Delta dirac function times zero

[jashua]

Let δ(x)=∞ at x = 0, and zero elsewhere. Then

δ(x)(1-exp(x)) = ?

It seems the above expression is zero. But isn't it zero times infinity at x = 0?

 

[CompuChip]

As you have defined it, δ(x) is not really a function.
In physics, we usually call it that, but if you want to treat it rigorously you should consider it as a distribution. The most important part about that, is that δ(x) only really makes sense under an integral sign, in expressions like
$$\int \delta(x) f(x) \, dx = f(0)$$
(if x = 0 is inside the integration interval).

 

[jashua]

OK, then let us consider the following example in a probability book:

Let

$f(x)=(1-e^{-\lambda x})u(x)$,

where

$u(x)= 1,$ if $x \geq 1$, and zero elsewhere.

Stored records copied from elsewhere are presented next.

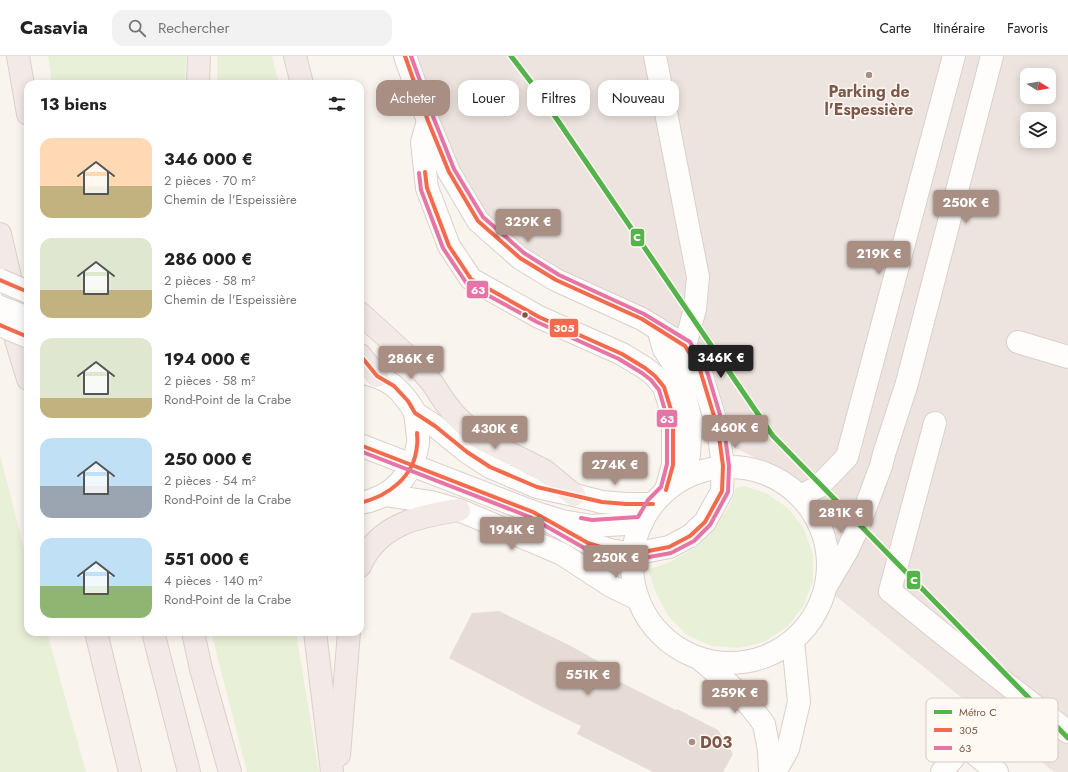 <!DOCTYPE html>
<html lang="fr">
<meta charset="utf-8">
<style>
:root{--surface:#fff;--page:#f2f2f2;--text:#222;--muted:#767676;--line:#e0e0e0;--accent:#a98f83}
body{margin:0;font-family:Jost,sans-serif;background:var(--page);color:var(--text);height:100vh;display:flex;flex-direction:column;font-size:15px;white-space:nowrap}
*{box-sizing:border-box;margin:0}
p{font-size:13px;color:var(--muted)}
.icon{flex:none;width:22px;height:22px;fill:none;stroke:currentColor;stroke-width:2;stroke-linecap:round;stroke-linejoin:round}
.map{position:relative;flex:1;overflow:hidden}
.side{position:absolute;left:24px;top:24px;width:340px;height:556px;display:flex;flex-direction:column;background:var(--surface);border-radius:12px;box-shadow:0 2px 10px #0003}
.side>*{flex:none}
.hud{position:absolute;left:376px;top:24px;width:380px;height:36px;display:flex;gap:8px}
.needle{width:26px;rotate:101deg}
.controls{position:absolute;left:1020px;top:12px;display:grid;gap:8px}
.controls a{display:grid;place-items:center;width:36px;height:36px;border-radius:8px;background:var(--surface);box-shadow:0 2px 10px #0003;font-size:20px}
.price{position:absolute;translate:-50% -34px;padding:0 9px;border-radius:4px;background:var(--accent);color:#fff;font-size:13px;line-height:26px;filter:drop-shadow(0 1px 2px #0008)}
.price::after{content:'';position:absolute;left:50%;top:24px;width:12px;height:9px;margin-left:-6px;background:inherit;clip-path:polygon(0 0,100% 0,50% 100%)}
.price.current{background:#222;color:#fff}
ul{padding:0;list-style:none}
li{display:flex;align-items:center;gap:12px;height:100px;padding:0 16px}
li span{display:grid;place-items:center;flex:none;width:112px;height:80px;border-radius:12px;color:#555}
li>.icon{margin-inline-start:auto}
span .icon{width:48px;height:48px;fill:#fffc;stroke-width:1}
li b{font-size:17px}
h2{display:flex;justify-content:space-between;align-items:center;height:48px;padding:0 16px;font-size:17px}
.chip{padding:0 14px;border-radius:12px;background:var(--surface);box-shadow:0 2px 10px #0003;font-size:14px;line-height:36px}
.chip.current{background:var(--accent);color:#fff}
header{display:flex;align-items:center;gap:24px;box-sizing:border-box;height:56px;padding:0 20px;background:var(--surface);border-bottom:1px solid var(--line)}
header strong{font-size:19px}
nav{display:flex;gap:22px;margin-inline-start:auto;font-size:14px}
.search{width:280px;height:36px;background:var(--page);display:flex;align-items:center;gap:10px;box-sizing:border-box;padding:0 14px;border-radius:12px;color:var(--muted);font-size:15px}
.map>svg:first-child{display:block}
</style>
<header>
<strong>Casavia</strong>
<div class="search"><svg class="icon" aria-label="search" viewBox="0 0 24 24"><circle cx="10" cy="10" r="6"/><path d="M15 15l6 6"/></svg>Rechercher</div>
<nav><a>Carte</a><a>Itinéraire</a><a>Favoris</a></nav>
</header>
<div class="map">
<svg width="1068" height="716" viewBox="0 0 1068 716">
<rect width="100%" height="100%" fill="#faf4ee"/>
<path fill="#ede4df" fill-rule="evenodd" d="M 405,0 L 1068,0 L 1068,716 L 1054,716 L 833,538 L 837,493 L 811,436 L 771,409 L 729,389 L 658,273 L 478,165 ZM 1027,19 L 1049,19 L 1049,41 L 1027,41 ZM 1027,63 L 1049,63 L 1049,85 L 1027,85 Z"/>
<g fill="#e8f1d8">
<path d="M 48,0 L 186,0 L 185,28 L 52,28 Z"/>
<path d="M 217,0 L 272,0 L 279,28 L 217,28 Z"/>
<path d="M 0,399 L 28,508 L 28,576 L 47,576 L 86,716 L 0,716 Z"/>
<path d="M 744,430 L 766,437 L 788,452 L 804,473 L 813,499 L 813,525 L 803,551 L 787,571 L 764,586 L 739,592 L 712,590 L 687,579 L 668,560 L 656,537 L 648,514 L 672,505 L 696,491 L 713,474 L 730,449 L 736,432 Z"/>
<path d="M 211,576 L 296,576 L 319,716 L 247,716 Z"/>
</g>
<path fill="#e7dcd5" d="M 499,555 L 571,590 L 610,612 L 606,619 L 676,654 L 677,653 L 718,674 L 733,698 L 723,716 L 653,716 L 577,678 L 581,670 L 544,652 L 449,602 L 472,557 Z"/>
<g fill="none" stroke-linecap="round" stroke-linejoin="round">
<g stroke="#d9d0cb" stroke-width="24">
<g id="minor">
<path d="M 405,0 L 428,65 L 449,116 L 478,165 L 520,202 L 556,224 L 642,263 L 685,290 L 700,314 L 718,373 L 723,410 L 722,435 L 705,466 L 690,480 L 669,491 L 633,498 L 610,494 L 588,487 L 533,456"/>
<path d="M 655,0 L 698,221 L 695,253 L 685,290"/>
<path d="M 428,65 L 422,86 L 427,132 L 449,190 L 471,223 L 539,261 L 622,298 L 645,312 L 655,320 L 664,331 L 673,360 L 673,409 L 666,434"/>
<path d="M 658,273 L 664,293 L 680,318 L 691,365 L 689,399 L 682,423"/>
<path d="M 1018,286 L 1068,301"/>
<path d="M 360,316 C 372,319 384,322 394,330 C 401,336 411,348 415,357 C 416,361 416,367 417,372 C 417,377 419,383 418,387 C 413,419 392,442 360,447"/>
<path d="M 415,357 L 435,370 L 467,396 L 490,411 L 537,431 L 574,439 L 602,446 L 626,448 L 653,448"/>
<path d="M 935,367 L 890,535 L 939,575 L 1068,676"/>
<path d="M 360,389 L 533,456 L 562,465 L 592,470 L 642,467"/>
<circle cx="730" cy="509" r="98"/>
<path d="M 385,439 L 431,446 L 459,454 L 562,498 L 611,530 L 638,543"/>
<path d="M 800,440 L 818,431 L 847,401 L 954,0"/>
<path d="M 828,527 L 847,495 L 859,469 L 881,410 L 884,398 L 907,327 L 992,0"/>
<path d="M 699,602 L 732,631 L 751,651 L 764,668 L 769,694 L 770,716"/>
<path d="M 775,716 L 788,693 L 799,646 L 793,585"/>
<path d="M 942,716 L 964,689 L 997,716"/>
</g>
</g>
<g stroke="#dcd0ca" stroke-width="24">
<g id="highway">
<path d="M 18,0 L 28,58"/>
<path d="M 295,0 L 302,28"/>
<path d="M 198,28 L 199,0"/>
<path d="M 0,178 L 28,298"/>
<path d="M 360,257 L 416,308 L 433,328 L 444,345 L 455,359 L 478,381 L 545,415 L 574,439"/>
<path d="M 16,284 L 28,323"/>
<path d="M 360,299 L 377,320"/>
<path d="M 360,510 C 378,468 419,460 459,454"/>
<path d="M 96,576 L 130,716"/>
<path d="M 153,576 L 189,716"/>
<path d="M 193,576 L 201,613 L 230,716"/>
<path d="M 315,576 L 332,716"/>
<path d="M 339,699 L 349,576"/>
</g>
</g>
<use href="#minor" stroke="#fefdfc" stroke-width="22"/>
<use href="#highway" stroke="#f3e9e6" stroke-width="22"/>
<g stroke="#d9d0cb" stroke-width="24" stroke-linecap="butt">
<g id="minor-bridge">
<path d="M 0,224 L 28,236"/>
<path d="M 0,251 L 28,262"/>
<path d="M 0,269 L 28,281"/>
</g>
</g>
<use href="#minor-bridge" stroke="#fefdfc" stroke-width="22"/>
<g stroke="#fff9f3" stroke-width="7">
<g id="bus-1">
<path d="M 425,116 L 427,132 L 449,190 L 471,223 L 539,261 L 622,298 L 645,312 L 655,320 L 664,331 L 673,360 L 673,409 L 666,434"/>
<path d="M 0,224 L 28,236"/>
<path d="M 0,269 L 28,281"/>
<path d="M 360,299 L 377,320 L 394,330 L 408,345 L 415,357 L 435,370 L 467,396 L 490,411 L 537,431 L 602,446 L 626,448 L 653,448"/>
<path d="M 360,389 L 533,456 L 588,487 L 610,494 L 633,498 L 669,491 L 690,480 L 705,466 L 722,435 L 723,410 L 718,373 L 700,314 L 685,290 L 642,263 L 556,224 L 520,202 L 478,165 L 449,116 L 428,65 L 405,0"/>
<path d="M 360,447 C 388,440 415,421 417,389 C 418,385 417,381 417,377"/>
</g>
</g>
<g stroke="#fff9f3" stroke-width="7">
<g id="bus-2">
<path d="M 419,117 L 421,134 L 443,192 L 467,228 L 537,266 L 619,303 L 642,317 L 651,324 L 659,334 L 667,361 L 667,408 L 661,431 L 648,444 L 638,461 L 592,464 L 581,462"/>
<path d="M 360,395 L 530,461 L 586,493 L 609,500 L 633,504 L 671,497 L 694,485 L 710,469 L 728,436 L 729,410 L 724,372 L 706,312 L 690,286 L 644,258 L 559,219 L 524,197 L 483,161 L 454,113 L 434,63 L 411,0"/>
</g>
</g>
<use href="#bus-1" stroke="#f26b4e" stroke-width="4"/>
<use href="#bus-2" stroke="#e675a7" stroke-width="4"/>
<g stroke="#fff9f3" stroke-width="8">
<path id="metro-1" d="M 511,0 L 537,34 L 773,380 L 1068,682"/>
</g>
<use href="#metro-1" stroke="#54b34b" stroke-width="5"/>
</g>
<g fill="#a98f83" stroke="#fff9f3" stroke-width="1.5">
<circle cx="869" cy="19" r="4"/>
<circle cx="692" cy="686" r="4"/>
</g>
<circle fill="#7d584a" stroke="#fff9f3" stroke-width="1.5" cx="525" cy="259" r="3.5"/>
<g text-anchor="middle" dominant-baseline="central" stroke-width="3" stroke-linejoin="round" paint-order="stroke">
<g font-size="16" font-weight="bold" fill="#7d584a" stroke="#fff9f3">
<text x="869" y="35">Parking de<tspan x="869" dy="18">l'Espessière</tspan></text>
<text x="700" y="686" text-anchor="start">D03</text>
</g>
</g>
<rect x="926" y="642" width="132" height="64" rx="6" fill="#fff9f3" stroke="#d8c9c0" stroke-width="1"/>
<rect x="934" y="654" width="18" height="4" fill="#54b34b"/>
<rect x="934" y="672" width="18" height="4" fill="#f26b4e"/>
<rect x="934" y="690" width="18" height="4" fill="#e675a7"/>
<g font-size="11" fill="#7d584a">
<text x="959" y="660">Métro C</text>
<text x="959" y="678">305</text>
<text x="959" y="696">63</text>
</g>
<g stroke="#fff9f3" stroke-width="1.5">
<rect x="630" y="172" width="15" height="19" rx="4" fill="#54b34b"/>
<rect x="466" y="224" width="23" height="19" rx="4" fill="#e675a7"/>
<rect x="549" y="262" width="30" height="20" rx="4" fill="#f26b4e"/>
<rect x="656" y="353" width="22" height="19" rx="4" fill="#e675a7"/>
<rect x="906" y="514" width="15" height="20" rx="4" fill="#54b34b"/>
</g>
<g font-size="11" text-anchor="middle" font-weight="bold" fill="#fff">
<text x="637" y="185">C</text>
<text x="478" y="238">63</text>
<text x="564" y="276">305</text>
<text x="667" y="367">63</text>
<text x="914" y="528">C</text>
</g>
</svg>
<div class="controls">
<a><svg class="needle" viewBox="-14 -14 28 28"><path d="M0-13l5 13h-10z" fill="#e53935"/><path d="M0 13l5-13h-10z" fill="#767676"/></svg></a>
<a><svg class="icon" aria-label="layers" viewBox="0 0 24 24"><path d="M12 4l9 5-9 5-9-5zM3 14l9 5 9-5"/></svg></a>
</div>
<b class="price" style="left:966px;top:168px">250K €</b>
<b class="price" style="left:528px;top:187px">329K €</b>
<b class="price" style="left:879px;top:219px">219K €</b>
<b class="price current" style="left:721px;top:323px">346K €</b>
<b class="price" style="left:411px;top:324px">286K €</b>
<b class="price" style="left:735px;top:393px">460K €</b>
<b class="price" style="left:495px;top:394px">430K €</b>
<b class="price" style="left:615px;top:430px">274K €</b>
<b class="price" style="left:841px;top:478px">281K €</b>
<b class="price" style="left:512px;top:495px">194K €</b>
<b class="price" style="left:616px;top:523px">250K €</b>
<b class="price" style="left:588px;top:640px">551K €</b>
<b class="price" style="left:735px;top:658px">259K €</b>
<div class="hud">
<a class="chip current">Acheter</a>
<a class="chip">Louer</a>
<a class="chip">Filtres</a>
<a class="chip">Nouveau</a>
</div>
<section class="side">
<h2>13 biens<svg class="icon" aria-label="filters" viewBox="0 0 24 24"><path d="M4 7h16M4 17h16"/><circle cx="9" cy="7" r="2"/><circle cx="15" cy="17" r="2"/></svg></h2>
<ul>
<li><span style="background:linear-gradient(#ffd9b3 60%,#c2b280 0)"><svg class="icon" aria-label="home" viewBox="0 0 24 24"><path d="M3 11l9-7 9 7M6 9v11h12V9"/></svg></span><div><b>346 000 €</b><p>2 pièces · 70 m²</p><p>Chemin de l'Espeissière</p></div></li>
<li><span style="background:linear-gradient(#dfe7d0 65%,#c2b280 0)"><svg class="icon" aria-label="home" viewBox="0 0 24 24"><path d="M3 11l9-7 9 7M6 9v11h12V9"/></svg></span><div><b>286 000 €</b><p>2 pièces · 58 m²</p><p>Chemin de l'Espeissière</p></div></li>
<li><span style="background:linear-gradient(#dfe7d0 75%,#c2b280 0)"><svg class="icon" aria-label="home" viewBox="0 0 24 24"><path d="M3 11l9-7 9 7M6 9v11h12V9"/></svg></span><div><b>194 000 €</b><p>2 pièces · 58 m²</p><p>Rond-Point de la Crabe</p></div></li>
<li><span style="background:linear-gradient(#bfe0f5 60%,#9aa5b1 0)"><svg class="icon" aria-label="home" viewBox="0 0 24 24"><path d="M3 11l9-7 9 7M6 9v11h12V9"/></svg></span><div><b>250 000 €</b><p>2 pièces · 54 m²</p><p>Rond-Point de la Crabe</p></div></li>
<li><span style="background:linear-gradient(#bfe0f5 60%,#8fb573 0)"><svg class="icon" aria-label="home" viewBox="0 0 24 24"><path d="M3 11l9-7 9 7M6 9v11h12V9"/></svg></span><div><b>551 000 €</b><p>4 pièces · 140 m²</p><p>Rond-Point de la Crabe</p></div></li>
</ul>
</section>
</div>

Then, it is found (in the book) that

$\frac{d}{dx} f(x) = \lambda e^{-\lambda x} u(x)$

But I think that the derivative should be:

$\frac{d}{dx} f(x) = \lambda e^{-\lambda x} u(x) + (1-e^{-\lambda x})\delta (x)$

So, should the second term in the above expression be zero? Then how?

 

[CompuChip]

It's easiest to split up the function first.
For $x \ge 1$, $f(x) = (1 - e^{-\lambda x})$ and the derivative is what you got in the book.
For $x < 1$, $f(x) = 0$ so $f'(x) = 0$.

Note that in general f(x) is not differentiable - or even continuous - at x = 1. If you want to use the product rule, you have to consider f(x) as a distribution, which is a whole area of mathematics in itself. (Oh, and you'd probably get $\delta(x - 1)$ rather than just $\delta(x)$... but that's beside the point).

 

[jashua]

Thank you very much for your answer!

Let me make a correction in the book example:

u(x)=1, if x≥0 (not x≥1, as in my previous post), and zero elsewhere.

In this case f(x) becomes continuous and differentiable. As far as I understand, even in this case I should consider f(x) as a distribution in order to use the product rule. Am I right?